[Assignment]
In the data, find the word "hidden" and copy out every line that has it.

:: Provided material ::

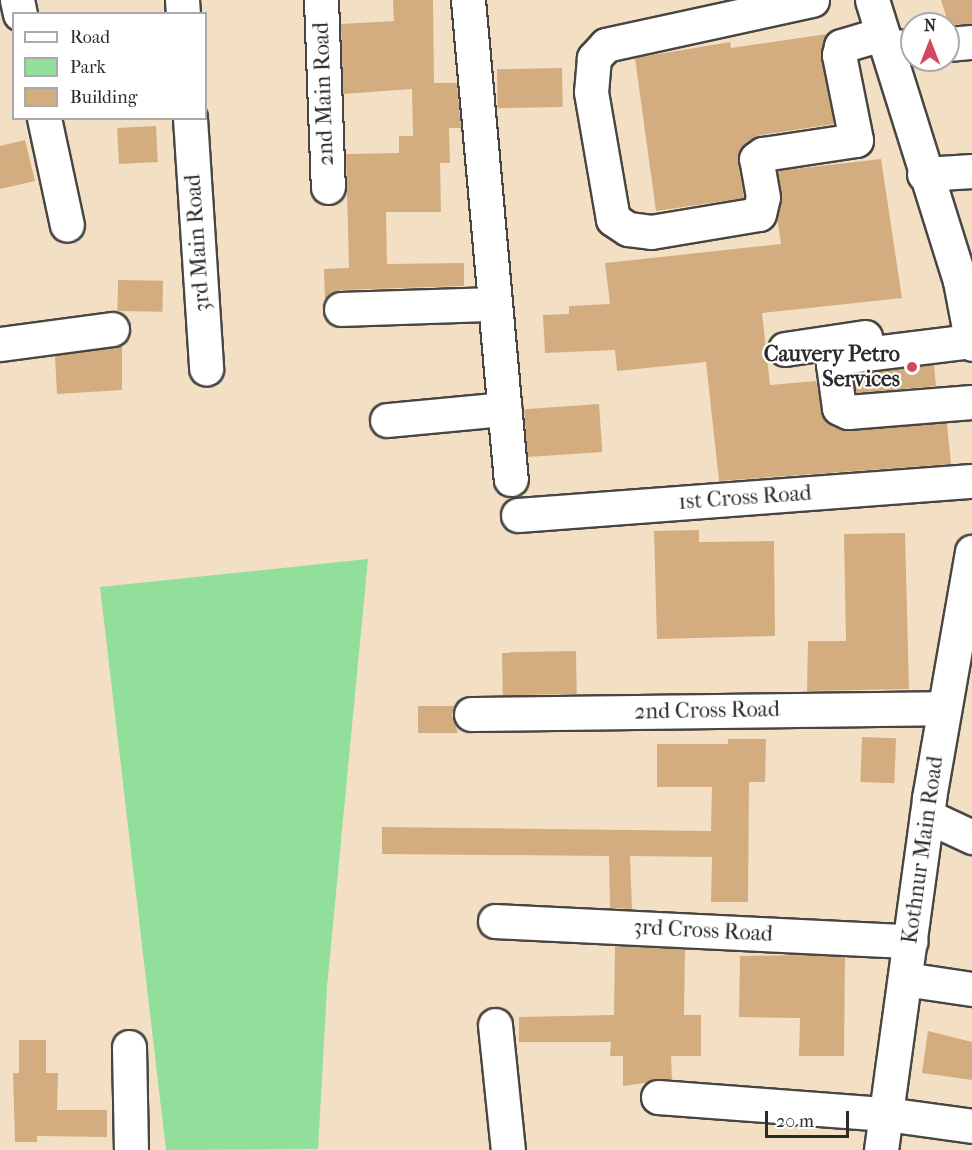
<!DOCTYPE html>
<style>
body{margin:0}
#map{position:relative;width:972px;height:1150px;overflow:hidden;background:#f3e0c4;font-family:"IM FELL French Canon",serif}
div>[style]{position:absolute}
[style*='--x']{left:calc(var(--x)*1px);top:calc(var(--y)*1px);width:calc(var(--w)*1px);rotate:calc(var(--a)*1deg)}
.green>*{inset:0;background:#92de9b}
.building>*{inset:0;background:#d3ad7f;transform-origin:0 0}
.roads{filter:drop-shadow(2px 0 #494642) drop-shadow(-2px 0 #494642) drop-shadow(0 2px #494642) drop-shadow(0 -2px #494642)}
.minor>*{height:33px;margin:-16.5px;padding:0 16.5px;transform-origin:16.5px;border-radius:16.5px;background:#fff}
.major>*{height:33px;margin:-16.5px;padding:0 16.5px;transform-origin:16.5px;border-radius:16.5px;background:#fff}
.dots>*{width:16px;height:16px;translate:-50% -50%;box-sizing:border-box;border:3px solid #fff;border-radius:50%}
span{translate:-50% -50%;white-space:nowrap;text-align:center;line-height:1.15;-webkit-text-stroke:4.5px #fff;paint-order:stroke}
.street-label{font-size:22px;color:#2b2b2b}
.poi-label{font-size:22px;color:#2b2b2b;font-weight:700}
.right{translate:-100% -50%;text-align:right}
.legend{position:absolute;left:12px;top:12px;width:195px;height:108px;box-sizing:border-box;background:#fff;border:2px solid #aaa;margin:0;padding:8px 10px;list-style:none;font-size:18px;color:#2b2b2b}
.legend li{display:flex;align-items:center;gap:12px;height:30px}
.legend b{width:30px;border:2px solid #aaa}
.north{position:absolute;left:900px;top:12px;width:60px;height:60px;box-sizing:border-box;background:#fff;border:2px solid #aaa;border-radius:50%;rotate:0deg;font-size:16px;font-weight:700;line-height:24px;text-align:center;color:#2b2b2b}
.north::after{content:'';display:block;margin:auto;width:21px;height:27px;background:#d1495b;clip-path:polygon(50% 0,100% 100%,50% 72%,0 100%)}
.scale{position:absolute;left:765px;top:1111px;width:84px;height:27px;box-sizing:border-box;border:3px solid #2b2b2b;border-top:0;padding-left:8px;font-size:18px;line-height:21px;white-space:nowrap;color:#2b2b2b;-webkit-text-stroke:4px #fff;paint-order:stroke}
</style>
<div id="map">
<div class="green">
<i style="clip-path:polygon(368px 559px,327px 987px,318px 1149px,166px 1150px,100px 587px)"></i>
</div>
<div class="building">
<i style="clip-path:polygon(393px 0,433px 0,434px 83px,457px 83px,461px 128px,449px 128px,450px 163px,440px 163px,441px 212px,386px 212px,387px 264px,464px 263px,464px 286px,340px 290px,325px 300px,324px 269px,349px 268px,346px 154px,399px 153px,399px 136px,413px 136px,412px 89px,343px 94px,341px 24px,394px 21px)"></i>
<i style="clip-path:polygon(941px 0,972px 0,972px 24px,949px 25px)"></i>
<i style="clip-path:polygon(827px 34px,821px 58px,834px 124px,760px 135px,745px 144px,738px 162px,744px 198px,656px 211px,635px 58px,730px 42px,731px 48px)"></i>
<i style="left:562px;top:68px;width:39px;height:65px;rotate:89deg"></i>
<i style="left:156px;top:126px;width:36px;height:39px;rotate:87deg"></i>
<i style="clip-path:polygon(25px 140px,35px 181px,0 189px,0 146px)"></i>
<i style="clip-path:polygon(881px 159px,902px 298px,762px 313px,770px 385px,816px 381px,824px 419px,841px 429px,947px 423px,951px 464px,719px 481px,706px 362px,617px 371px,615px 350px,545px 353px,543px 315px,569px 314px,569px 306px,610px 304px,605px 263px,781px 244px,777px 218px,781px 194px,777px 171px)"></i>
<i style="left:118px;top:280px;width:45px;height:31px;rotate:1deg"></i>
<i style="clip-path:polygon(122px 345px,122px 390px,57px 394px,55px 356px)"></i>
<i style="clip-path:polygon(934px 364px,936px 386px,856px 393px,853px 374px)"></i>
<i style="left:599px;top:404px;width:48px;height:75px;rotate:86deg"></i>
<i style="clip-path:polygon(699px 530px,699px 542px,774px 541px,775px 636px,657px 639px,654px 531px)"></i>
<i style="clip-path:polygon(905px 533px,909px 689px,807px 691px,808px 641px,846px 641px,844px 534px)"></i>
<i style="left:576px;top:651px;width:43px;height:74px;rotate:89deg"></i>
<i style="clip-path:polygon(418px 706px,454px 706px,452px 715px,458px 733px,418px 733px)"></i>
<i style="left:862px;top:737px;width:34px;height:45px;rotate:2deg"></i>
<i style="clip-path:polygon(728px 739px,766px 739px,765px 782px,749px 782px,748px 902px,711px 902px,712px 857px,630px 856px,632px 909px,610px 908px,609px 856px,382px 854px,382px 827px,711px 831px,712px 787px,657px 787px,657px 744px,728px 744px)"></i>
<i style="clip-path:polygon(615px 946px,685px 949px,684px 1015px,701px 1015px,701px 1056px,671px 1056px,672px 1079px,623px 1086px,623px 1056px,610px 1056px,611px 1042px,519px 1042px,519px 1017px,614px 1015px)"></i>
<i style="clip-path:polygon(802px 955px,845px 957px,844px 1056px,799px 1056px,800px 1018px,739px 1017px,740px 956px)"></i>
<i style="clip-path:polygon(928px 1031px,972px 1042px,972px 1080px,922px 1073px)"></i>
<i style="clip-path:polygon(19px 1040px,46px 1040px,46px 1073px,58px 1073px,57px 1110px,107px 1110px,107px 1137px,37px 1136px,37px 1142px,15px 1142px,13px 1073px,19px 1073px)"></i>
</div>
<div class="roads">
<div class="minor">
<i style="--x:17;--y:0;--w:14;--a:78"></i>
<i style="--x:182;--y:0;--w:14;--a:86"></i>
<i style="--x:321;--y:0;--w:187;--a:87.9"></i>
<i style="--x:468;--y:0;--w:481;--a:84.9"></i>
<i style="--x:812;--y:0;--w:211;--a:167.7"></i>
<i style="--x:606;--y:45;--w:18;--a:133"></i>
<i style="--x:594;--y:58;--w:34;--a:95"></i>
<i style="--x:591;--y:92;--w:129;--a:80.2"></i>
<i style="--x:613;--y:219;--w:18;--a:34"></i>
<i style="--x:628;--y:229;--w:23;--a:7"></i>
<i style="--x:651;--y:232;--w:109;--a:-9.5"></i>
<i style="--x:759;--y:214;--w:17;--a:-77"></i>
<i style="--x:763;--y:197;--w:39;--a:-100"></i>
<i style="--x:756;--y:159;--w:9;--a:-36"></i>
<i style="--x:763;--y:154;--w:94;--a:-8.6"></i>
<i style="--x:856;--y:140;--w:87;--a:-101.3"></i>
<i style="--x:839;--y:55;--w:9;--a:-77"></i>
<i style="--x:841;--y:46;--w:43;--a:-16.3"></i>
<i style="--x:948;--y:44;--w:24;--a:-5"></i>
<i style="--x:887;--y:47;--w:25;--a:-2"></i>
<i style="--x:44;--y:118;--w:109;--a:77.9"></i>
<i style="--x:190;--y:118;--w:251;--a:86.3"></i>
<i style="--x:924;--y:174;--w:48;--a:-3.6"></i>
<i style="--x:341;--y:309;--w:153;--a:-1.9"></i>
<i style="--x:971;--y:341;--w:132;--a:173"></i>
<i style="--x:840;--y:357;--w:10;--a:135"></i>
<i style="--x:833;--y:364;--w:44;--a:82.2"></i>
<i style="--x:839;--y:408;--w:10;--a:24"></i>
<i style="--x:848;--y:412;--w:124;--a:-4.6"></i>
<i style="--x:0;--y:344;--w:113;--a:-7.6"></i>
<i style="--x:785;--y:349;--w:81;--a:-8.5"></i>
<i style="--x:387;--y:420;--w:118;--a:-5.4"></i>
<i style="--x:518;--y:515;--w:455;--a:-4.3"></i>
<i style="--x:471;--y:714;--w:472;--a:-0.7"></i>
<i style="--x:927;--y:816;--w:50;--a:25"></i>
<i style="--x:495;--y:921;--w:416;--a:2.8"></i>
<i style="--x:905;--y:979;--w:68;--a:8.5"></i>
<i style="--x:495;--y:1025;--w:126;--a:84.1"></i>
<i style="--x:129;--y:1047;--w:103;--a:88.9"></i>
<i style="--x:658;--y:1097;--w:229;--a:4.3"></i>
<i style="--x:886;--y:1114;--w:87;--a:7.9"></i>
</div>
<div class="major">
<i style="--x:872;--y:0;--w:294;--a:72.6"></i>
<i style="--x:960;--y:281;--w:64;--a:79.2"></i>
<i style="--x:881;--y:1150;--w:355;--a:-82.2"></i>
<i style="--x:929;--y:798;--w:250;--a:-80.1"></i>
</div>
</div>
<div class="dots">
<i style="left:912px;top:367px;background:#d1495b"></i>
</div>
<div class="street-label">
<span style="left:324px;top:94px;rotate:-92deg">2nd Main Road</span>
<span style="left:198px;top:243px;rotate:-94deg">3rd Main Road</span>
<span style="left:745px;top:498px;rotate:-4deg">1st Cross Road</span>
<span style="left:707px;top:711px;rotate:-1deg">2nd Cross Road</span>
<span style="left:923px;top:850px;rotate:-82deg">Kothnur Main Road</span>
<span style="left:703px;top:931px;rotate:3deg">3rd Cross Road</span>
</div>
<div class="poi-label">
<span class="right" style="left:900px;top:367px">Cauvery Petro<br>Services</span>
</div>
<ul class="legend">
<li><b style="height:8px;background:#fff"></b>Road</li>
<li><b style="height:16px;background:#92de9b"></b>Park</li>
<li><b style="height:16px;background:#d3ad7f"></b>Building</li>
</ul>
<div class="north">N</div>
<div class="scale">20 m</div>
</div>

:::
:: Provided material ::

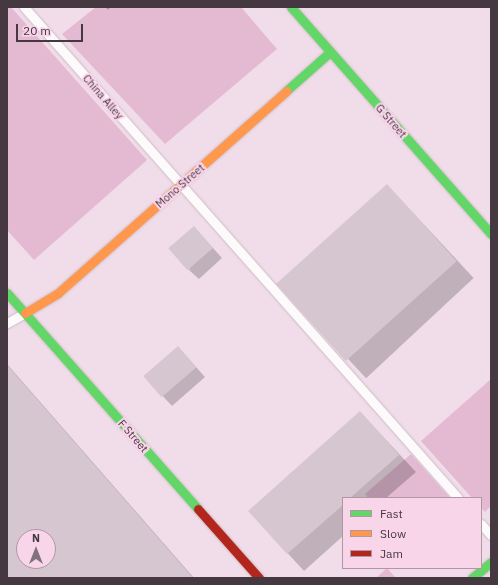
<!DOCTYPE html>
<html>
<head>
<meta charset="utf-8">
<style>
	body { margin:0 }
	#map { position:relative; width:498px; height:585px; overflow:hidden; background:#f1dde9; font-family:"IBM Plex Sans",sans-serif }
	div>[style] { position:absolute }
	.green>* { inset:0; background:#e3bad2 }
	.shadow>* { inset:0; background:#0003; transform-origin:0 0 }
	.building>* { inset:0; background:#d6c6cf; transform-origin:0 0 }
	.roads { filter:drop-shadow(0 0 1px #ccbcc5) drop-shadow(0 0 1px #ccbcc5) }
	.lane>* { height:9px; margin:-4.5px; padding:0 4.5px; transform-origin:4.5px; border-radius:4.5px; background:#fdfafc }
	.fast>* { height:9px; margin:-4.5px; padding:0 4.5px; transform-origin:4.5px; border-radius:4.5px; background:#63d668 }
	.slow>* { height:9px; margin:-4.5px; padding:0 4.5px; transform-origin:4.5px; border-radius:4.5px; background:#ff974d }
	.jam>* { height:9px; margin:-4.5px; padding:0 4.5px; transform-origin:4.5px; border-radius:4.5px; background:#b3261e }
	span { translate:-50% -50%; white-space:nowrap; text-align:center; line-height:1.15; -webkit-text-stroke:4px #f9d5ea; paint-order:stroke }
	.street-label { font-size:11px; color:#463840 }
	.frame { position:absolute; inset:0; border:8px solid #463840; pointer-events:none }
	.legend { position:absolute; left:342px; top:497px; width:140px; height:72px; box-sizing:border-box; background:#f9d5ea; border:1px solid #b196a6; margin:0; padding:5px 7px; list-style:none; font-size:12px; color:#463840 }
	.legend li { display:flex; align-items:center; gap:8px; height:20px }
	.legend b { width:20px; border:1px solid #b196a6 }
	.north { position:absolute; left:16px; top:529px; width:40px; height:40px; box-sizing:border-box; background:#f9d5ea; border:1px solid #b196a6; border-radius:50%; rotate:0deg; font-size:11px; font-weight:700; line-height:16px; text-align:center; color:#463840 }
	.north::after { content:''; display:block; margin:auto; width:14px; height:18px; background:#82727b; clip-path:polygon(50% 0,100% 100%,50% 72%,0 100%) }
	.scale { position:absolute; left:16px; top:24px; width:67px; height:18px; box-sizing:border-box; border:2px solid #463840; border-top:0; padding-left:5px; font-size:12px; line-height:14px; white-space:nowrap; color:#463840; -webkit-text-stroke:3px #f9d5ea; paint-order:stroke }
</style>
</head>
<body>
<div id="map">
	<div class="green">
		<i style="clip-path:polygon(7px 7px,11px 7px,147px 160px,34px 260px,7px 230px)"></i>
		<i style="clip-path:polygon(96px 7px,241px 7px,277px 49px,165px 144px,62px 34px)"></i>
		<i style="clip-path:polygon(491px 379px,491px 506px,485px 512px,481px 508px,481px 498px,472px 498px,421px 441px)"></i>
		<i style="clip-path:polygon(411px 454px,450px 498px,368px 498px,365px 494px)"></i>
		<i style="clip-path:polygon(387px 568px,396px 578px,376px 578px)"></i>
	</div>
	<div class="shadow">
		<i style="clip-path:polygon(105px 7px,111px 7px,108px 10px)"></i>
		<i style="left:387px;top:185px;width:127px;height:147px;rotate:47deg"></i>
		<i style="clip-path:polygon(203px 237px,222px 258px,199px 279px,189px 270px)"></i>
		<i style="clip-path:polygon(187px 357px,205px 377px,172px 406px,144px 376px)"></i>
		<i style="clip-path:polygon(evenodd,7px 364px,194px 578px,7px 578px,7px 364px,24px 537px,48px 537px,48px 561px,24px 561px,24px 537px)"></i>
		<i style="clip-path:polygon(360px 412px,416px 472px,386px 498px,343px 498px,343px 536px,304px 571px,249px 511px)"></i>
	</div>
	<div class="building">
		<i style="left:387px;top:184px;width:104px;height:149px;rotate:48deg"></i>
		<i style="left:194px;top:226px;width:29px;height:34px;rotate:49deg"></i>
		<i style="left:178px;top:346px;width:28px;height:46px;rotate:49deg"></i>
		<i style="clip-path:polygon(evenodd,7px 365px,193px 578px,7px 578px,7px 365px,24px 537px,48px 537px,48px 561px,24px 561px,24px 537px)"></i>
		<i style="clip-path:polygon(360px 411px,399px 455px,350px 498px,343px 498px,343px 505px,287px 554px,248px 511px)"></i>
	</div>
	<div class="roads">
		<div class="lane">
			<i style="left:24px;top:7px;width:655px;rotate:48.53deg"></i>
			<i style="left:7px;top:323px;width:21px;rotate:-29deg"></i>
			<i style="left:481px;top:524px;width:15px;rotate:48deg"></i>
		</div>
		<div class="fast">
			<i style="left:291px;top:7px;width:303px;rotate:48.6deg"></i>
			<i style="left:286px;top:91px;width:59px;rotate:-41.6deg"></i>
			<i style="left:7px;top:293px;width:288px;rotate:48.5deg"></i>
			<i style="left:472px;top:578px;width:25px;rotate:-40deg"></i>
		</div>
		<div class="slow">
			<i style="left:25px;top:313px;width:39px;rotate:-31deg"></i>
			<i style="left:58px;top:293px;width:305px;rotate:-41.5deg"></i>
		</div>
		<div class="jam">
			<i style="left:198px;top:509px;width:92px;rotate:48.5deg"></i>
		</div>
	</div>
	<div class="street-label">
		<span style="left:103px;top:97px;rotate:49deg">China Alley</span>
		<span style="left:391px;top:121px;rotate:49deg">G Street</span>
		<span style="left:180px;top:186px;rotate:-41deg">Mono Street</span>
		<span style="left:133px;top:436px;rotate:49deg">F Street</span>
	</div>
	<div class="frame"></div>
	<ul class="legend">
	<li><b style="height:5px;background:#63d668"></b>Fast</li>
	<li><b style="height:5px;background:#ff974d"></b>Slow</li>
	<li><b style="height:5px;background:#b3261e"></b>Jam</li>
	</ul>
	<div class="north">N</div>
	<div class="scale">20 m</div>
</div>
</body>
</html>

:::

[Task output]
#map{position:relative;width:972px;height:1150px;overflow:hidden;background:#f3e0c4;font-family:"IM FELL French Canon",serif}
	#map { position:relative; width:498px; height:585px; overflow:hidden; background:#f1dde9; font-family:"IBM Plex Sans",sans-serif }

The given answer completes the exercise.